The invention provides a vehicle-mounted voice dialogue method, a vehicle-mounted voice dialogue system and a vehicle. The method includes judging, by a central processing unit, whether a wake-up word is included in user voice input received by a microphone provided on a vehicle, and waking up a vehicle-mounted voice conversation process if the wake-up word is included, performing echo cancellation and noise reduction by an audio digital signal processing chip, generating input audio subjected to echo cancellation and noise reduction, performing voice recognition on the input audio by a graphic processor, generating a voice recognition text, performing semantic understanding by the central processing unit, determining, by the central processing unit, a user intention based on current semantic and conversation history information, obtaining reply information for the user intention, performing voice synthesis by an embedded neural network processor based on the reply information, generating reply audio, and transmitting the reply audio to a speaker provided in the vehicle.

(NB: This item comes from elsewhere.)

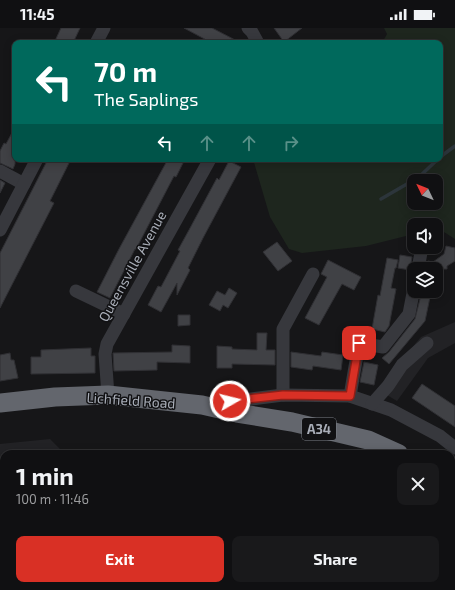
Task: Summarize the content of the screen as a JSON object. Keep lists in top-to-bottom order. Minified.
{"streets":{"highway":["Lichfield Road","A34"],"street":["Queensville Avenue"]},"crossings":[["Queensville Avenue","Lichfield Road"]],"north":"top left","page":{"status":"11:45","turn":["70 m","The Saplings"],"heading":["1 min","100 m · 11:46"],"buttons":["Exit","Share"]}}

The load of the CPU operation is reduced, and better voice interaction experience is provided under the limited hardware condition.

Description

Vehicle-mounted voice dialogue method, system and vehicle machine
Technical Field
The embodiment of the invention relates to the technical field of vehicle-mounted information systems, in particular to a vehicle-mounted voice dialogue method, a vehicle-mounted voice dialogue system and a vehicle.
Background
The hardware performance of the host (hereinafter abbreviated as car machine) of the in-car infotainment system is limited, and in order to provide multiple-scene and intelligent rich services for users, a large amount of service software often competes with the hardware resources of the car machine.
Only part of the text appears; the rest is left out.